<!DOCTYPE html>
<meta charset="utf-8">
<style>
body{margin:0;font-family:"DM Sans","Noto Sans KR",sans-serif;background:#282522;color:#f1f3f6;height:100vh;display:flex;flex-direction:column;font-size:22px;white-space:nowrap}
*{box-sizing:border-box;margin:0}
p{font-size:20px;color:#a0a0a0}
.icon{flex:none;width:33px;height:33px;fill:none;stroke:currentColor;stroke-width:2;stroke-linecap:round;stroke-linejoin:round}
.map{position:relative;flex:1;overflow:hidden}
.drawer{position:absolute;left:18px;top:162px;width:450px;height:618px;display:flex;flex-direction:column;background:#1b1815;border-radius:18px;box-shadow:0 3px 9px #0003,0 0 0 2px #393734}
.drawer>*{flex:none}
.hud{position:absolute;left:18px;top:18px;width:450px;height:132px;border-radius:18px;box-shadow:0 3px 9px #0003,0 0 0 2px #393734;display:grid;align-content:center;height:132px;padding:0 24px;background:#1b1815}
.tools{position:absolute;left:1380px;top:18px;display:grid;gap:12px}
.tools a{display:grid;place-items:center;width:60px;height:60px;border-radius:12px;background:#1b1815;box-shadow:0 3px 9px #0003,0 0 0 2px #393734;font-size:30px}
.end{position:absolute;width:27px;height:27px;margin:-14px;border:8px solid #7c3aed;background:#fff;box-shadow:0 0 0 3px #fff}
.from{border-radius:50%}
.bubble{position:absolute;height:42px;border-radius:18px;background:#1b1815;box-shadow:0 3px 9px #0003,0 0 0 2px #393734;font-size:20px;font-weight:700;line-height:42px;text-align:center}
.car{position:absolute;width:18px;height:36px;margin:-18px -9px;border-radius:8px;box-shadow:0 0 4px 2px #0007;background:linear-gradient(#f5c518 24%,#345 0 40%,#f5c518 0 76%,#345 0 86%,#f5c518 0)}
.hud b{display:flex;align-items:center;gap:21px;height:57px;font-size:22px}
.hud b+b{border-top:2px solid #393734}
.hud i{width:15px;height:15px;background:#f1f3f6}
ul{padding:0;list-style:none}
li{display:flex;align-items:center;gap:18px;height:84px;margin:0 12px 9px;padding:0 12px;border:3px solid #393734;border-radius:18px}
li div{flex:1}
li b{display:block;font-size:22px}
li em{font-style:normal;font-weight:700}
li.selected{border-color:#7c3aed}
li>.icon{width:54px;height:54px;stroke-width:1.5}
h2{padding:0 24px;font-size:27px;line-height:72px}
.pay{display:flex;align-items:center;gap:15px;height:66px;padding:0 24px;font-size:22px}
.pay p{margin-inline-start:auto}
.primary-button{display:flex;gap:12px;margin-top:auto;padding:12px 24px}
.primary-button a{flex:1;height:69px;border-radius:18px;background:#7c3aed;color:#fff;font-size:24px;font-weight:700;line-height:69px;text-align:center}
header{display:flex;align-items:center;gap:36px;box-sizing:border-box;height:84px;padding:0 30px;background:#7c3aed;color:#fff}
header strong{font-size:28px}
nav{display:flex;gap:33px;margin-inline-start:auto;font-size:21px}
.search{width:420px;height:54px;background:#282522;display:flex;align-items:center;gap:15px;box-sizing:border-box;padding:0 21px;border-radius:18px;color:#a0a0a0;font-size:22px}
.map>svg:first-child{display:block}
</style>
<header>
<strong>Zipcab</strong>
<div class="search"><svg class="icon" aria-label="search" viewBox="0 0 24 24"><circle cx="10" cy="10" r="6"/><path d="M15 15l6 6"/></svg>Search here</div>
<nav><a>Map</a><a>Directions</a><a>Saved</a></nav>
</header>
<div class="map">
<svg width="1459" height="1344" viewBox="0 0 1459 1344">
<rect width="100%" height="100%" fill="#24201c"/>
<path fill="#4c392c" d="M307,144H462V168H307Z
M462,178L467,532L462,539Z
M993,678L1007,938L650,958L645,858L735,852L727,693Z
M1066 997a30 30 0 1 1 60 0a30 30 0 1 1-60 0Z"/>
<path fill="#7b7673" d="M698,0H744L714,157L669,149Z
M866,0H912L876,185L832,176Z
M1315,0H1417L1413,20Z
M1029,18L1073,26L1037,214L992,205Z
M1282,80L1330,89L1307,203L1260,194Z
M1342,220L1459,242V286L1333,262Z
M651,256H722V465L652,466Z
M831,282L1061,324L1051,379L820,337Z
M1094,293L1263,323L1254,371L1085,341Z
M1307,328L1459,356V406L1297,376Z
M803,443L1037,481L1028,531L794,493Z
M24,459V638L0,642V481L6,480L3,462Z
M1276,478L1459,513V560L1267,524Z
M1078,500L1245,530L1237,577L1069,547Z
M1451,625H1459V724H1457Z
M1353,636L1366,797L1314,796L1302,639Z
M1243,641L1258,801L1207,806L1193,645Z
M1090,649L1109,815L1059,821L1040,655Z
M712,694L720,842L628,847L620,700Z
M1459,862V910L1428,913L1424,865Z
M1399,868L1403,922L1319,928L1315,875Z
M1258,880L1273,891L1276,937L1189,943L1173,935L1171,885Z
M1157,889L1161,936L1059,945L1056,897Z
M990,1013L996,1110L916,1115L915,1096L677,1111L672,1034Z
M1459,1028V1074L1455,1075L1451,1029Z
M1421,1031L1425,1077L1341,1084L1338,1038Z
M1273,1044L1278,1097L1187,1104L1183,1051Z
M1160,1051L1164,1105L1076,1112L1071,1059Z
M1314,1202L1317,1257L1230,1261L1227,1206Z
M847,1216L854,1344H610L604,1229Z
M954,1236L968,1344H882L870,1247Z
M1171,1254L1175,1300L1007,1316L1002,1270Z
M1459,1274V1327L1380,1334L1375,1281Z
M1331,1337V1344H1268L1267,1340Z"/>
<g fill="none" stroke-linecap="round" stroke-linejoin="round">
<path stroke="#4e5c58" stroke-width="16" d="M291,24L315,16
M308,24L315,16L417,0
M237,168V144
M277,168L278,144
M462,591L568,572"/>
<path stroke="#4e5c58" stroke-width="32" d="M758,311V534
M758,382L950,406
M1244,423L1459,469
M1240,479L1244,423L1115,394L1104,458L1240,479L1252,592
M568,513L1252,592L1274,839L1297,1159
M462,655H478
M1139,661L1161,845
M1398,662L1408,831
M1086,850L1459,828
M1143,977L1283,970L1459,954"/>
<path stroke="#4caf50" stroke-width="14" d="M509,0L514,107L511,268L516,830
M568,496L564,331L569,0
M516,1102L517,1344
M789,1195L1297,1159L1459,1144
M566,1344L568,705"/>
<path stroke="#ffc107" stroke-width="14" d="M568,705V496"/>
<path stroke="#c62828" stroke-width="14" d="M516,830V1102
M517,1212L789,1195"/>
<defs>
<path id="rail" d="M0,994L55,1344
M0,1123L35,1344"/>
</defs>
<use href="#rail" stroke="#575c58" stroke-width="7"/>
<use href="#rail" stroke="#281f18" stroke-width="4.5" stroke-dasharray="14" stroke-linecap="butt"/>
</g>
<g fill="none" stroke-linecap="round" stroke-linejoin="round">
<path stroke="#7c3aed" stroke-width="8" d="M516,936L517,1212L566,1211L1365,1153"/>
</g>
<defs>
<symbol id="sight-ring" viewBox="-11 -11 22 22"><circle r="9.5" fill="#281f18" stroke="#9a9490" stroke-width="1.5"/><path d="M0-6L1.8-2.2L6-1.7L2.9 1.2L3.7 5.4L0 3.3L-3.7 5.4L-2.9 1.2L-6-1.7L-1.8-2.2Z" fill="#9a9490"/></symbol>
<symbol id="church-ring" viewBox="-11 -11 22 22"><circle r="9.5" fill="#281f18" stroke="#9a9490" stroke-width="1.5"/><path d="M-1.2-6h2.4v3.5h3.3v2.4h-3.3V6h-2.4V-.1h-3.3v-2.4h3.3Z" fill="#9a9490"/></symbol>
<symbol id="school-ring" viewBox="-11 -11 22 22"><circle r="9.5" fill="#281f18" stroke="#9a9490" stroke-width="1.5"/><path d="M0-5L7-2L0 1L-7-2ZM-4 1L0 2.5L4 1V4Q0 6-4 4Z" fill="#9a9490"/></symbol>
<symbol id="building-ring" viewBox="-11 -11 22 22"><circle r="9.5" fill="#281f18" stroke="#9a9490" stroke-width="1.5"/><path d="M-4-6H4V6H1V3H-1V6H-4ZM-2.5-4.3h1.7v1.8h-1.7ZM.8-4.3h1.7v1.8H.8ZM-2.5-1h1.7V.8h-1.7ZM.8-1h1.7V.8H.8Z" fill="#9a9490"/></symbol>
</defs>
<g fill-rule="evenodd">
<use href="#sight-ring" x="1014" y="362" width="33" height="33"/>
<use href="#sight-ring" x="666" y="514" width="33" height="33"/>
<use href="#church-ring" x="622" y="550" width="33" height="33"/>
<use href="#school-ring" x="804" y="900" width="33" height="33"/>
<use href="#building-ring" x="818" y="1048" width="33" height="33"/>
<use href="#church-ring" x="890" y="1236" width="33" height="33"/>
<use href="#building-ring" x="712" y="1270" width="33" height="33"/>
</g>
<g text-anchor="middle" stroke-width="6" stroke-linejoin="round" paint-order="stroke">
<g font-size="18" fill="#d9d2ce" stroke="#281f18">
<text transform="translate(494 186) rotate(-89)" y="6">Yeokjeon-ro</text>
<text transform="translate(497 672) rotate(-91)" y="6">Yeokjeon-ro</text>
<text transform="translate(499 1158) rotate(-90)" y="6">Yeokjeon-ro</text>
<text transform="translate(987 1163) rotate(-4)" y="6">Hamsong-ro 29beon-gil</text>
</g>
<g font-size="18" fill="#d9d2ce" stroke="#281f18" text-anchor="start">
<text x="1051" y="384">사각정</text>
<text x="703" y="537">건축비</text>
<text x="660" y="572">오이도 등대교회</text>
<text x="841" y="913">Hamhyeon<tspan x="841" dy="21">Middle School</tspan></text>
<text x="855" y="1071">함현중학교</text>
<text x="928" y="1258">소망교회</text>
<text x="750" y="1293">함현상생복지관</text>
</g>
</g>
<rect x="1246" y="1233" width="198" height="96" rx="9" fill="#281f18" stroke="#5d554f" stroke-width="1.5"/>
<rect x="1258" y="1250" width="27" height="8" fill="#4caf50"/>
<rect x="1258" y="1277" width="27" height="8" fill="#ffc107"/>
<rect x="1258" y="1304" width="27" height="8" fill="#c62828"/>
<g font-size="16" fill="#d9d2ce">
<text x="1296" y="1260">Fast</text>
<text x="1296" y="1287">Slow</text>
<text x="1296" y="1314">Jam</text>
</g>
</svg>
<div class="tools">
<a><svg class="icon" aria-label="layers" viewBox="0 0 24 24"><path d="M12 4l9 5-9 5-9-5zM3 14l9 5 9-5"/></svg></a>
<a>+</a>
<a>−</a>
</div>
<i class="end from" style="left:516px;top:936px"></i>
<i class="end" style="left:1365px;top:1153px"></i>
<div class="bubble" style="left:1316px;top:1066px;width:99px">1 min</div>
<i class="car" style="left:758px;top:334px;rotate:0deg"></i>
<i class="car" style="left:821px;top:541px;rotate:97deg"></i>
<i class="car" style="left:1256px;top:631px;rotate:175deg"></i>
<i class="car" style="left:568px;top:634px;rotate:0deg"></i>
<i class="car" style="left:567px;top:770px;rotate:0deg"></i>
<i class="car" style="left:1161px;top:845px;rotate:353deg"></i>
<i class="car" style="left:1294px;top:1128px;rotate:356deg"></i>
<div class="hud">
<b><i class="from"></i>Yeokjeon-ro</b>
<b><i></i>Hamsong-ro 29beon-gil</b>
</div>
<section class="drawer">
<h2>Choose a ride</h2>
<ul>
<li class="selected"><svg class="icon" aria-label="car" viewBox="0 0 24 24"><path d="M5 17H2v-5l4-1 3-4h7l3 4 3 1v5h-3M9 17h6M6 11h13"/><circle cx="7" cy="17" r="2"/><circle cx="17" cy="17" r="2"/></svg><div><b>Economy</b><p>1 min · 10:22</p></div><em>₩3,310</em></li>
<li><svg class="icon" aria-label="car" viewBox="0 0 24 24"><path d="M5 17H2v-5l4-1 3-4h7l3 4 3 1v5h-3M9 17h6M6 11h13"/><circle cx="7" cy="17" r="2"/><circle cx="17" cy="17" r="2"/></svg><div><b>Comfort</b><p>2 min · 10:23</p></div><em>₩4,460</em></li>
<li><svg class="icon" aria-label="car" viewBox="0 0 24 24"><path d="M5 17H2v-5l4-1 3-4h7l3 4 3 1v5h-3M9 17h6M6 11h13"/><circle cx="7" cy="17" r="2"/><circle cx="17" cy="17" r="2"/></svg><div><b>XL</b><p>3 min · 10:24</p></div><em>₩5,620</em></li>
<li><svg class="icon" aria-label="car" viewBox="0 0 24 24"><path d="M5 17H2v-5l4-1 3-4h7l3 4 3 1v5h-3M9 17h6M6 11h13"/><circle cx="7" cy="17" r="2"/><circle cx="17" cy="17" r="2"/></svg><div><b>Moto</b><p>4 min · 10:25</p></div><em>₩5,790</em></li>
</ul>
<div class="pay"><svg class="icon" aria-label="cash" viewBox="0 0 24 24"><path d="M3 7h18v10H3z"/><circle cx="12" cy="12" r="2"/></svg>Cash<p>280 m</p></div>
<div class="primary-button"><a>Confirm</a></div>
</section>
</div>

# # #

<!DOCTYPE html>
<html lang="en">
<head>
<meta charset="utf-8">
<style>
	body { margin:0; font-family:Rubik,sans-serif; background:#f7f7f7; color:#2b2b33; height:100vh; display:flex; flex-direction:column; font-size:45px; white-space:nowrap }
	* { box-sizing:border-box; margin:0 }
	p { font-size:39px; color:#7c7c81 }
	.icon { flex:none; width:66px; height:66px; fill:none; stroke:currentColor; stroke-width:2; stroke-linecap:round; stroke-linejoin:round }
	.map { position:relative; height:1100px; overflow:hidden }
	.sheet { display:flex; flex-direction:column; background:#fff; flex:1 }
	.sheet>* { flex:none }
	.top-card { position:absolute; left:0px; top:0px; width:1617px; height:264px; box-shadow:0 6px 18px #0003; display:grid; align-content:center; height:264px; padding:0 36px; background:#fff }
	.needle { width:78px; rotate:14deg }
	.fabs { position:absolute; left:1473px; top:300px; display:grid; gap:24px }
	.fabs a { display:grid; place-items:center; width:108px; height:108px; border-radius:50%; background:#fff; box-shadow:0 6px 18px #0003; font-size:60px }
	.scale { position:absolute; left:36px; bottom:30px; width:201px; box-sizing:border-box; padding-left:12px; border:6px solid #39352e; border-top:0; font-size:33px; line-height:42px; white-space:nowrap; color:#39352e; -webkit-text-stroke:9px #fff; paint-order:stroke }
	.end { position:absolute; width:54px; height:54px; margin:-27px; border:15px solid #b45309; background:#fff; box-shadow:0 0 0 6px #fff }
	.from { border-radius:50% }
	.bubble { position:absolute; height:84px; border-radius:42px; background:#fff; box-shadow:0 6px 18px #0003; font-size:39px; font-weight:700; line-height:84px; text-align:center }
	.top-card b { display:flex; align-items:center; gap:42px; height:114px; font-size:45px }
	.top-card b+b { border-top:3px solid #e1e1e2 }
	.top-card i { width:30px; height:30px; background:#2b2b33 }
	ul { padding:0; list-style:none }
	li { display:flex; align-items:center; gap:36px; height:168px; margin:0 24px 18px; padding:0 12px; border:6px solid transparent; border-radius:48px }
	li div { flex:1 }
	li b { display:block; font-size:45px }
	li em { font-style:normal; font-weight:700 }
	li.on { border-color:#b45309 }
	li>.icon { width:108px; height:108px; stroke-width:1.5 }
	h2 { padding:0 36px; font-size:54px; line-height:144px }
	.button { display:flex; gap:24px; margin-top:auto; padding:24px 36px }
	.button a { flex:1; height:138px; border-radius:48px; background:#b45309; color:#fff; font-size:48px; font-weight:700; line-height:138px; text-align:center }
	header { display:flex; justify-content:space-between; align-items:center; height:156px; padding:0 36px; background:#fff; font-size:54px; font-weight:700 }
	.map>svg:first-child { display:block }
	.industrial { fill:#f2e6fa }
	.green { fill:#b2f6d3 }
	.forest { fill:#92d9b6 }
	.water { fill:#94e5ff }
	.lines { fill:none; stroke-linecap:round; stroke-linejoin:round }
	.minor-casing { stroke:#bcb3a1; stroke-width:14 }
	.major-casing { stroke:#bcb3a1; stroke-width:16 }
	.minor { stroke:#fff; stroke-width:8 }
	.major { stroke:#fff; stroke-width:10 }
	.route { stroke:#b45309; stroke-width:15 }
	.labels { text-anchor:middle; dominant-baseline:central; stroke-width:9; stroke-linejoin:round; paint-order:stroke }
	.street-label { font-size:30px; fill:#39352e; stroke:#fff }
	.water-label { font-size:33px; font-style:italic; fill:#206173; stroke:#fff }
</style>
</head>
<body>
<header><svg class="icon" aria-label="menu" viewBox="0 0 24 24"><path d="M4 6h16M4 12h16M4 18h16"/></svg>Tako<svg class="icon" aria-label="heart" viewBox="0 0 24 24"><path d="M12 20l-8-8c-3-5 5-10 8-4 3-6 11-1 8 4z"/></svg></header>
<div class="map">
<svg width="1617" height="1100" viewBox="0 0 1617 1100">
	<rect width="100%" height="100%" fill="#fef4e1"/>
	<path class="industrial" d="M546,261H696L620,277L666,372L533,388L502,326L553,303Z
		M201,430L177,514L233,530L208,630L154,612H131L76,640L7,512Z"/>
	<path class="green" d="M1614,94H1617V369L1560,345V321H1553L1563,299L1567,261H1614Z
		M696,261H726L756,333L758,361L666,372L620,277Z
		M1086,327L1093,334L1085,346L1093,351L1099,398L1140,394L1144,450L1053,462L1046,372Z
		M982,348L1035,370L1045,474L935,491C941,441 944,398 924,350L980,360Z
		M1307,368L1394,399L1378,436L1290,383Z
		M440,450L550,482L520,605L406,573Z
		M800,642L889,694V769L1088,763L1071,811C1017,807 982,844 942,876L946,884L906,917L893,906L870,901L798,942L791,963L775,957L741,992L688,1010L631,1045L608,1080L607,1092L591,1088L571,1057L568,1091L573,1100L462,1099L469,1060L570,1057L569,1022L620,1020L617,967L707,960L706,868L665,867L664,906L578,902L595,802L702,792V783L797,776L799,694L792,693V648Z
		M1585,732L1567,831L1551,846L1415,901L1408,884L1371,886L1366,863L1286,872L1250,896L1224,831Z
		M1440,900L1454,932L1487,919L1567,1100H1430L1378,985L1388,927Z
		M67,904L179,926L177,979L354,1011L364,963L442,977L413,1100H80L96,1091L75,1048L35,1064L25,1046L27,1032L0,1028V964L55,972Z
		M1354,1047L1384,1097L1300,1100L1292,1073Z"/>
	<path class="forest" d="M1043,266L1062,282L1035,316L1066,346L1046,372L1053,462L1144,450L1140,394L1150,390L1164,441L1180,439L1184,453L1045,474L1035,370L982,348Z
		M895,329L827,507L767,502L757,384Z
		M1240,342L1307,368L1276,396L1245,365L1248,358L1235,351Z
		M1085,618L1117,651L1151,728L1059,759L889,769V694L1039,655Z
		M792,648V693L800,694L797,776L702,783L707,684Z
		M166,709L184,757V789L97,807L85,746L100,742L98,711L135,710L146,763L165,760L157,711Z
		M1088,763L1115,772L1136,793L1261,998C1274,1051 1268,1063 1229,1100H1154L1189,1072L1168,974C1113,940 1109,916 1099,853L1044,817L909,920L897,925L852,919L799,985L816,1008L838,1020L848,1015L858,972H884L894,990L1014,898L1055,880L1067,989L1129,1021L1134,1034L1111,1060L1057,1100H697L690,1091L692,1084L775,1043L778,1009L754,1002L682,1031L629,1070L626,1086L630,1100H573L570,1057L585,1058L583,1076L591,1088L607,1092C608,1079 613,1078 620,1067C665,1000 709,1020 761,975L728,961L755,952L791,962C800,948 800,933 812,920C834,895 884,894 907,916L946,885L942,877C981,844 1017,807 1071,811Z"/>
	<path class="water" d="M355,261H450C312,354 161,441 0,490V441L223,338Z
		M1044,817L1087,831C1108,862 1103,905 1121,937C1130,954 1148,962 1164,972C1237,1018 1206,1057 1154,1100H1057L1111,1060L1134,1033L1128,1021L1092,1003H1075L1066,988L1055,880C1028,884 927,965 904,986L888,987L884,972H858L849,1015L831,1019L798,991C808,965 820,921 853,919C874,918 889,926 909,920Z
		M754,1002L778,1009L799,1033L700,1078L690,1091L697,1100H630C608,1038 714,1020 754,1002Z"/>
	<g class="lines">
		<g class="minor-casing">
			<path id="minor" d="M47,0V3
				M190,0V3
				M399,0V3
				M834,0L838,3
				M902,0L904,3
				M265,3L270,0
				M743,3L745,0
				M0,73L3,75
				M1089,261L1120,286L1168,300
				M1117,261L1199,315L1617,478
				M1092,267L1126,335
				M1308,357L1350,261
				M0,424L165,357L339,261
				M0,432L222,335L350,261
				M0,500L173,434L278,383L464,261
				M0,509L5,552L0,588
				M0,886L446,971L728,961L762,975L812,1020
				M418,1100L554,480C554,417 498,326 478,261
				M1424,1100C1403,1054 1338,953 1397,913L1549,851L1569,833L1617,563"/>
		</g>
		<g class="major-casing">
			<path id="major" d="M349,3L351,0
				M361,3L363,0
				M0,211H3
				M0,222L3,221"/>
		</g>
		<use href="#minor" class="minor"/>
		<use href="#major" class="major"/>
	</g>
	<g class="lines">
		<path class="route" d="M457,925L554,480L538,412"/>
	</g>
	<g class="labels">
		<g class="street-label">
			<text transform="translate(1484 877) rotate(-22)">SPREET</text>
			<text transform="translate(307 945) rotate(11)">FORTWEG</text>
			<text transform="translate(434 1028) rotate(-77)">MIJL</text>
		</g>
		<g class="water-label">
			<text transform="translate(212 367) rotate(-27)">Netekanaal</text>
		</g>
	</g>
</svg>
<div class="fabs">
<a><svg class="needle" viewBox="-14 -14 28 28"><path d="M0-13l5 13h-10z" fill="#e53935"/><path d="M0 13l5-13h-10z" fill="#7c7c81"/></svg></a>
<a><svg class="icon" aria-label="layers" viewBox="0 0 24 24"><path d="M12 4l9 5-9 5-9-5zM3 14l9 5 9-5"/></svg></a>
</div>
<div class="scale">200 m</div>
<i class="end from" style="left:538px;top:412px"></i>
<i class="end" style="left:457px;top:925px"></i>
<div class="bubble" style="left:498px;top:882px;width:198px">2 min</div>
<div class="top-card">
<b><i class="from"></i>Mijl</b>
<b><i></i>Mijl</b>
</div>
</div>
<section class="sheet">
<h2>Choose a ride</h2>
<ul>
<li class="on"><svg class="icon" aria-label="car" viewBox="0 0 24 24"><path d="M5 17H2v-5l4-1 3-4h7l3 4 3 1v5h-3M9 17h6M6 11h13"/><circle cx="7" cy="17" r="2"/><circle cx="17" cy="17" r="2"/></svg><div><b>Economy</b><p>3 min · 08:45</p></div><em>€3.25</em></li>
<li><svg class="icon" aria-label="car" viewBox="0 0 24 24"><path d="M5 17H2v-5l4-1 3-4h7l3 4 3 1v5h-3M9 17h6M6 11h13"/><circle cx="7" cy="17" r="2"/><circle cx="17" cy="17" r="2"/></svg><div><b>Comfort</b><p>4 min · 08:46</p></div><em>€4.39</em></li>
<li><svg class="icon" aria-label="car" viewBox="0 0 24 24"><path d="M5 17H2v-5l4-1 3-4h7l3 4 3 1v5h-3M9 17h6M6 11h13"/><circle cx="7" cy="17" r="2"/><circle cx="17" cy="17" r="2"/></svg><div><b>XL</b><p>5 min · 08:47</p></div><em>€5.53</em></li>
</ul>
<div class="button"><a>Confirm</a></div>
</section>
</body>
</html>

# # #

__Exercise brief__: In the entries above, which lines hold the string "tools"? Report all of them.

__Exercise output__:
.tools{position:absolute;left:1380px;top:18px;display:grid;gap:12px}
.tools a{display:grid;place-items:center;width:60px;height:60px;border-radius:12px;background:#1b1815;box-shadow:0 3px 9px #0003,0 0 0 2px #393734;font-size:30px}
<div class="tools">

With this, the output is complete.